Saved data entries
:::::

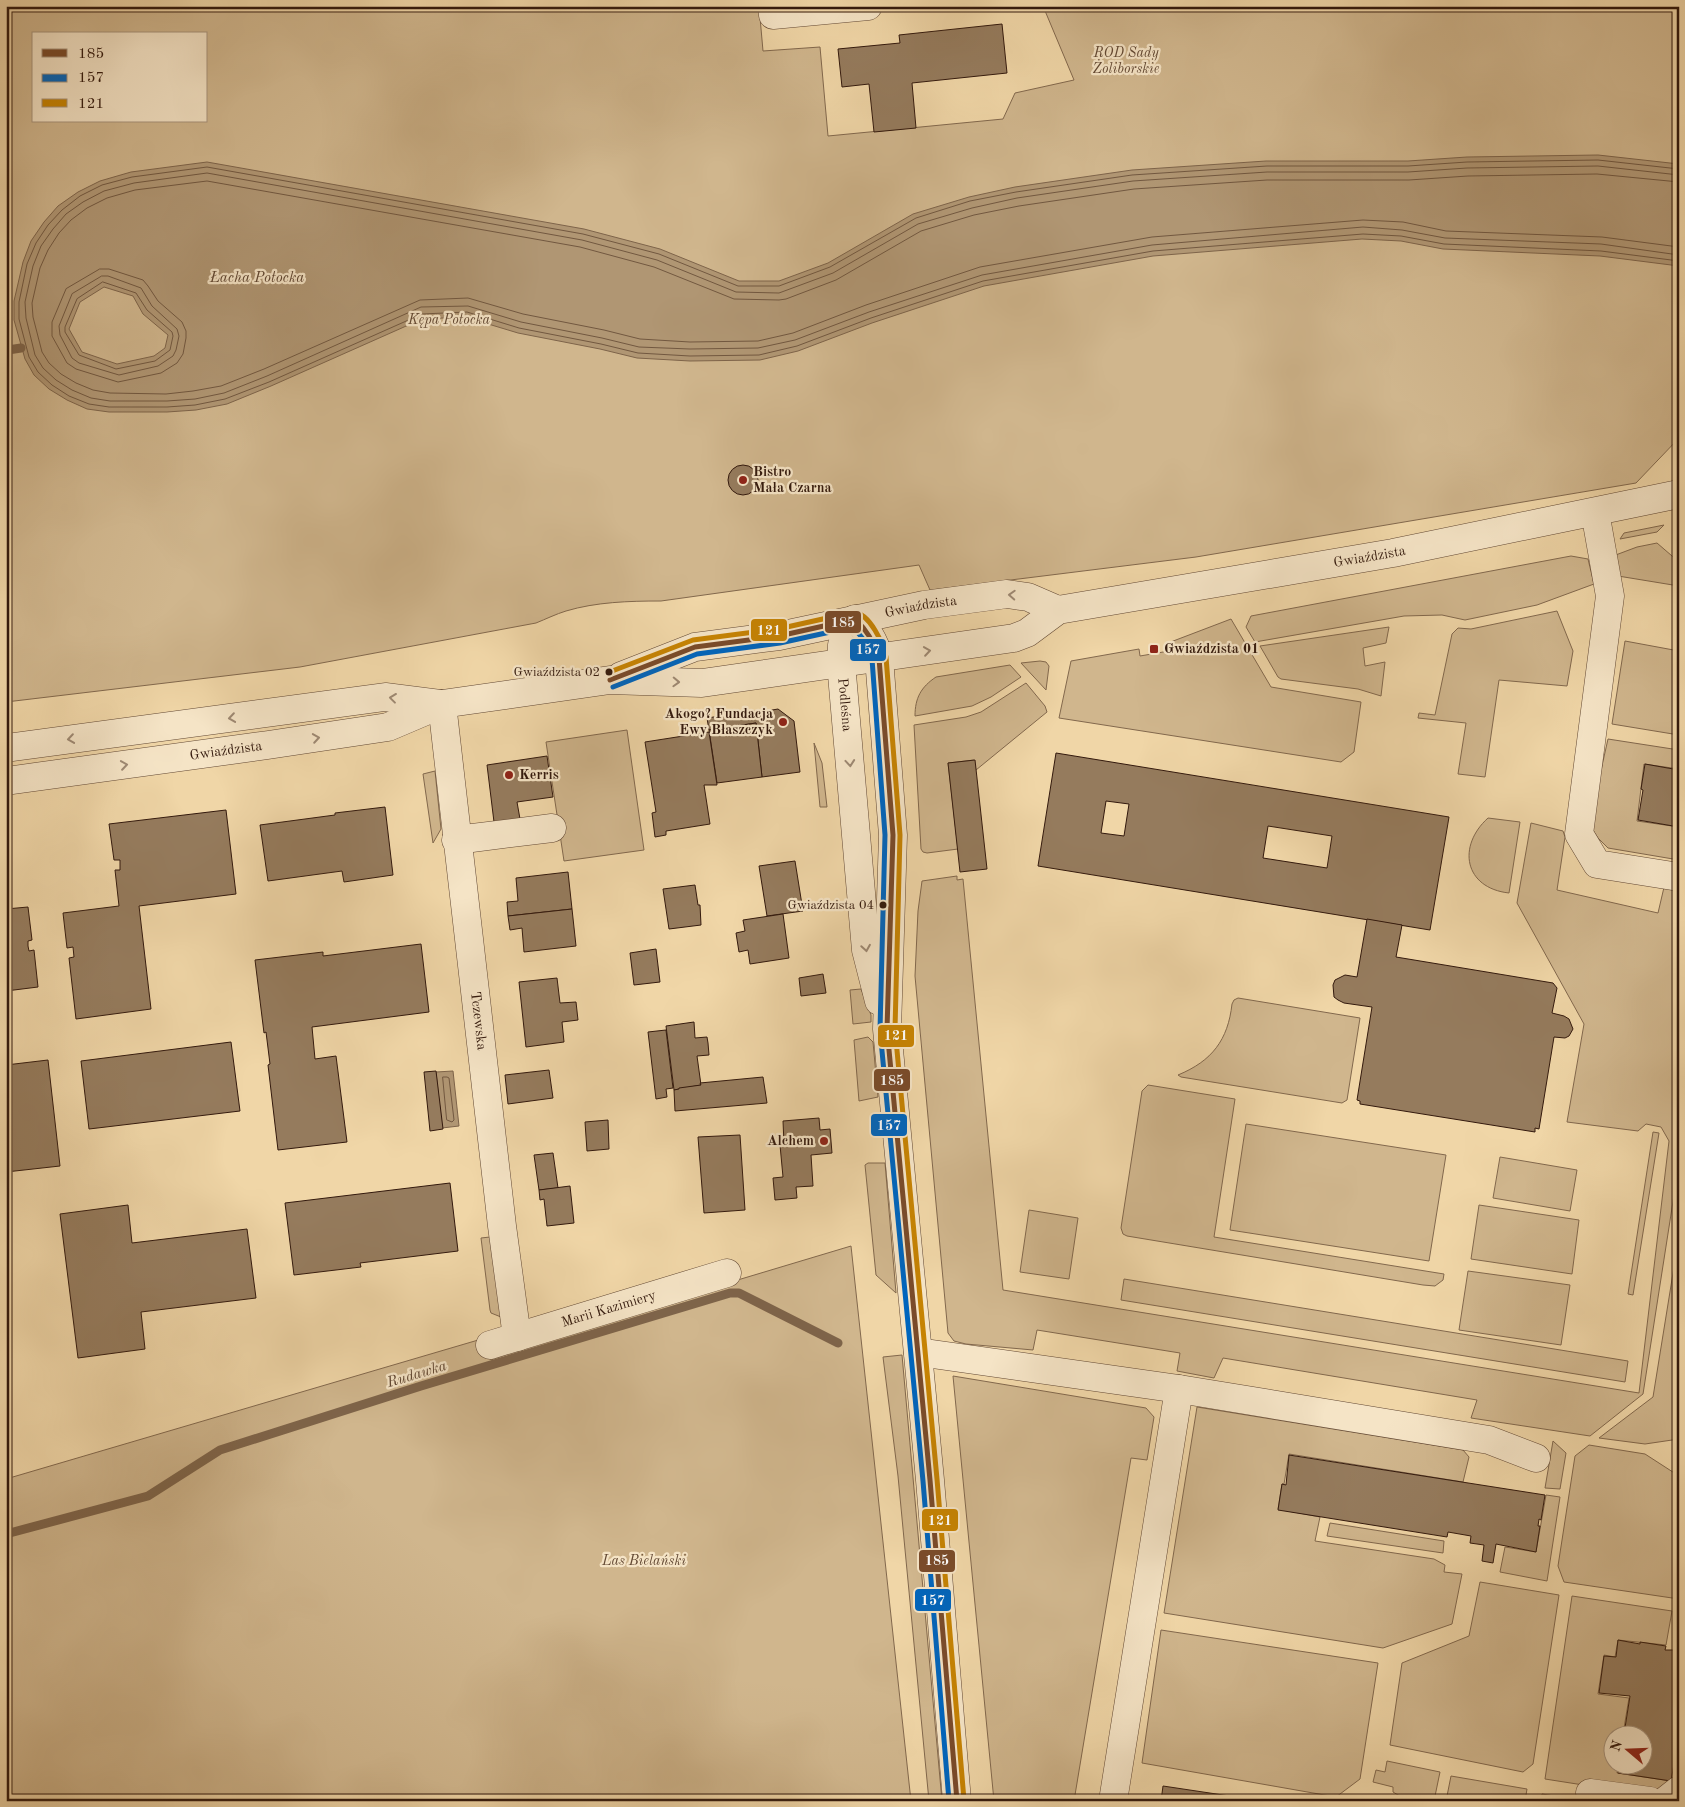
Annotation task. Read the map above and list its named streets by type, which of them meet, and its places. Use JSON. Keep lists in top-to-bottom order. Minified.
{"streets":{"street":["Gwiaździsta","Podleśna","Tczewska","Marii Kazimiery"]},"crossings":[["Gwiaździsta","Podleśna"],["Gwiaździsta","Tczewska"],["Tczewska","Marii Kazimiery"]],"water":["Łacha Potocka","Rudawka"],"parks":["ROD Sady Żoliborskie","Kępa Potocka","Las Bielański"],"places":{"other":["Bistro Mała Czarna","Gwiaździsta 02","Akogo? Fundacja Ewy Błaszczyk","Kerris","Gwiaździsta 04","Alchem"],"transit":["Gwiaździsta 01"]},"lines":["transit line 121","transit line 185","transit line 157"],"legend":["185","157","121"],"north":"left"}
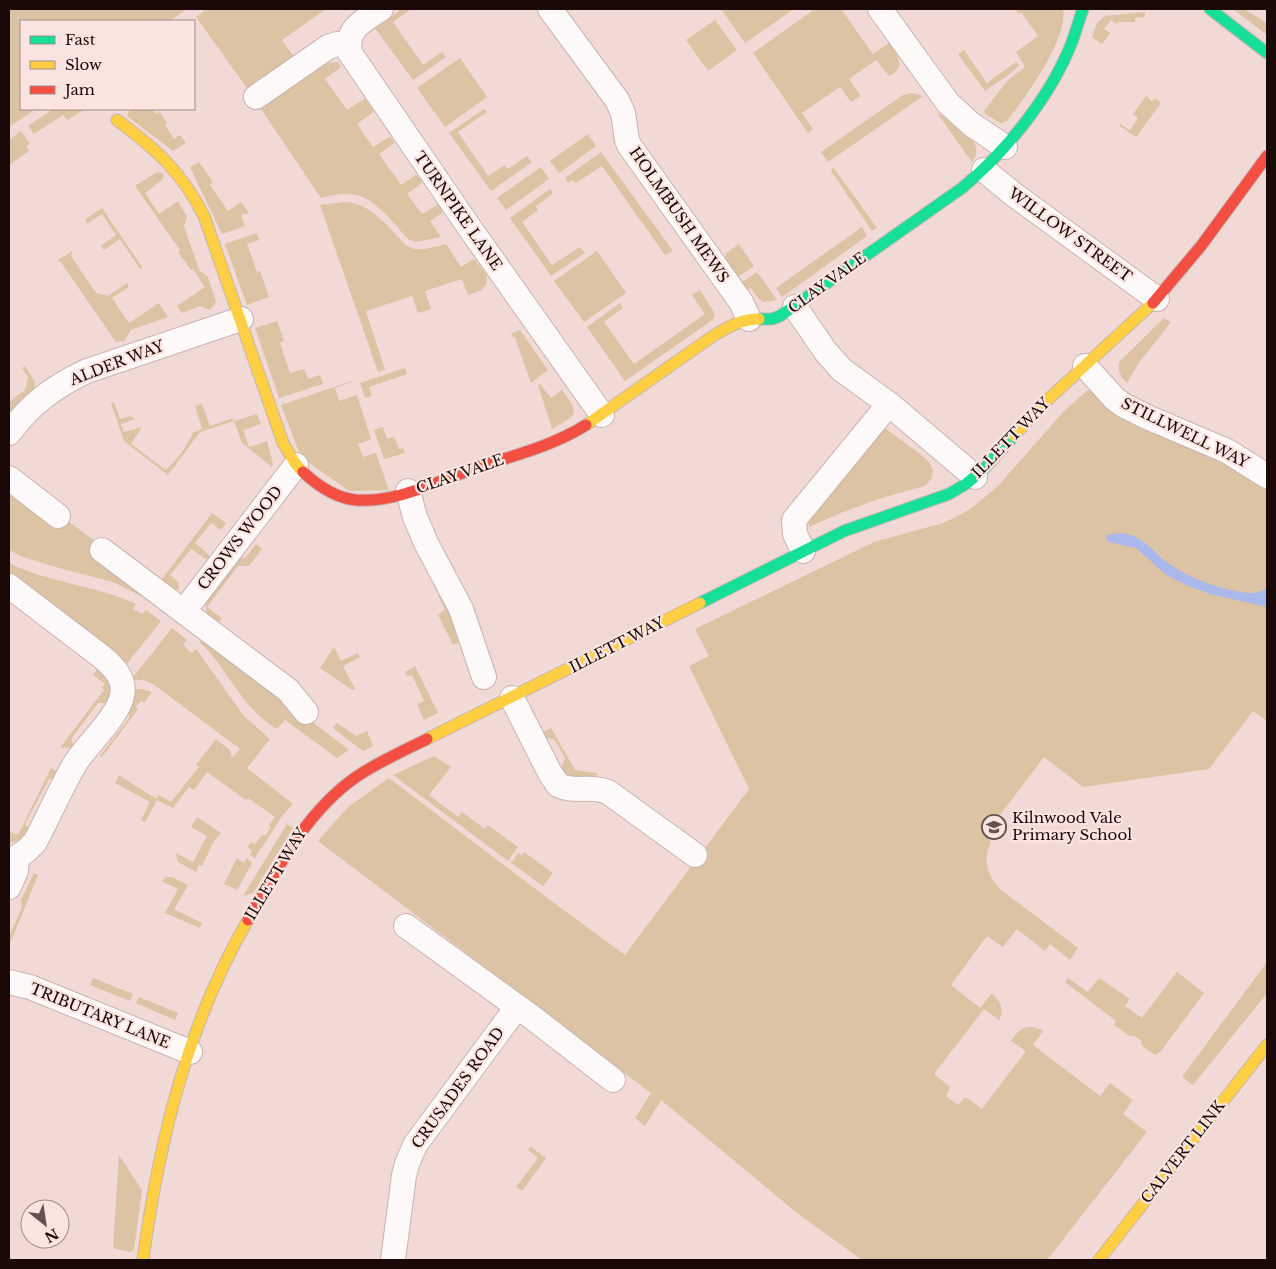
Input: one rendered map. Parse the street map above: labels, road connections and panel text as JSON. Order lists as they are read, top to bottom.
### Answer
{
  "streets": {
    "street": [
      "TURNPIKE LANE",
      "HOLMBUSH MEWS",
      "WILLOW STREET",
      "CLAY VALE",
      "ALDER WAY",
      "STILLWELL WAY",
      "ILLETT WAY",
      "CROWS WOOD",
      "TRIBUTARY LANE",
      "CRUSADES ROAD",
      "CALVERT LINK"
    ]
  },
  "crossings": [
    ["TURNPIKE LANE", "CLAY VALE"],
    ["HOLMBUSH MEWS", "CLAY VALE"],
    ["WILLOW STREET", "CLAY VALE"],
    ["WILLOW STREET", "ILLETT WAY"],
    ["CLAY VALE", "ALDER WAY"],
    ["CLAY VALE", "CROWS WOOD"],
    ["STILLWELL WAY", "ILLETT WAY"],
    ["ILLETT WAY", "TRIBUTARY LANE"]
  ],
  "places": {
    "school or university": ["Kilnwood Vale Primary School"]
  },
  "legend": ["Fast", "Slow", "Jam"],
  "north": "bottom right"
}
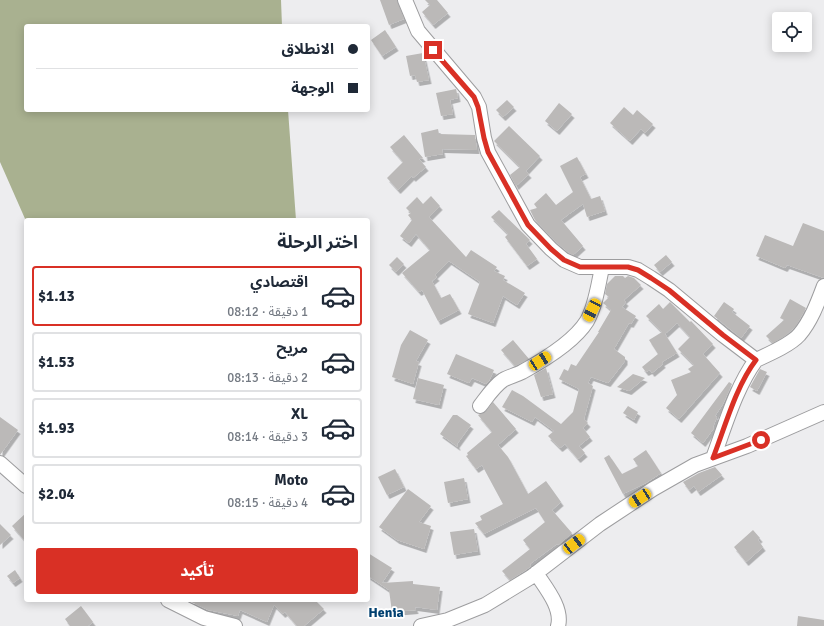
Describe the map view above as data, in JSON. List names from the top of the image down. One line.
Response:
{"districts":["Henia"],"page":{"banner":["الانطلاق","الوجهة"],"heading":"اختر الرحلة","list":[{"name":"اقتصادي","note":"1 دقيقة · 08:12","value":"$1.13"},{"name":"مريح","note":"2 دقيقة · 08:13","value":"$1.53"},{"name":"XL","note":"3 دقيقة · 08:14","value":"$1.93"},{"name":"Moto","note":"4 دقيقة · 08:15","value":"$2.04"}],"buttons":"تأكيد"}}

:::::

§ WHAT YOU ARE ASKED TO DO
Each entry should appear again exactly as written, pictures excluded.

§ SOLUTION
Annotation task. Read the map above and list its named streets by type, which of them meet, and its places. Use JSON. Keep lists in top-to-bottom order. Minified.
{"streets":{"street":["Gwiaździsta","Podleśna","Tczewska","Marii Kazimiery"]},"crossings":[["Gwiaździsta","Podleśna"],["Gwiaździsta","Tczewska"],["Tczewska","Marii Kazimiery"]],"water":["Łacha Potocka","Rudawka"],"parks":["ROD Sady Żoliborskie","Kępa Potocka","Las Bielański"],"places":{"other":["Bistro Mała Czarna","Gwiaździsta 02","Akogo? Fundacja Ewy Błaszczyk","Kerris","Gwiaździsta 04","Alchem"],"transit":["Gwiaździsta 01"]},"lines":["transit line 121","transit line 185","transit line 157"],"legend":["185","157","121"],"north":"left"}
Input: one rendered map. Parse the street map above: labels, road connections and panel text as JSON. Order lists as they are read, top to bottom.
### Answer
{
  "streets": {
    "street": [
      "TURNPIKE LANE",
      "HOLMBUSH MEWS",
      "WILLOW STREET",
      "CLAY VALE",
      "ALDER WAY",
      "STILLWELL WAY",
      "ILLETT WAY",
      "CROWS WOOD",
      "TRIBUTARY LANE",
      "CRUSADES ROAD",
      "CALVERT LINK"
    ]
  },
  "crossings": [
    ["TURNPIKE LANE", "CLAY VALE"],
    ["HOLMBUSH MEWS", "CLAY VALE"],
    ["WILLOW STREET", "CLAY VALE"],
    ["WILLOW STREET", "ILLETT WAY"],
    ["CLAY VALE", "ALDER WAY"],
    ["CLAY VALE", "CROWS WOOD"],
    ["STILLWELL WAY", "ILLETT WAY"],
    ["ILLETT WAY", "TRIBUTARY LANE"]
  ],
  "places": {
    "school or university": ["Kilnwood Vale Primary School"]
  },
  "legend": ["Fast", "Slow", "Jam"],
  "north": "bottom right"
}
Describe the map view above as data, in JSON. List names from the top of the image down. One line.
Response:
{"districts":["Henia"],"page":{"banner":["الانطلاق","الوجهة"],"heading":"اختر الرحلة","list":[{"name":"اقتصادي","note":"1 دقيقة · 08:12","value":"$1.13"},{"name":"مريح","note":"2 دقيقة · 08:13","value":"$1.53"},{"name":"XL","note":"3 دقيقة · 08:14","value":"$1.93"},{"name":"Moto","note":"4 دقيقة · 08:15","value":"$2.04"}],"buttons":"تأكيد"}}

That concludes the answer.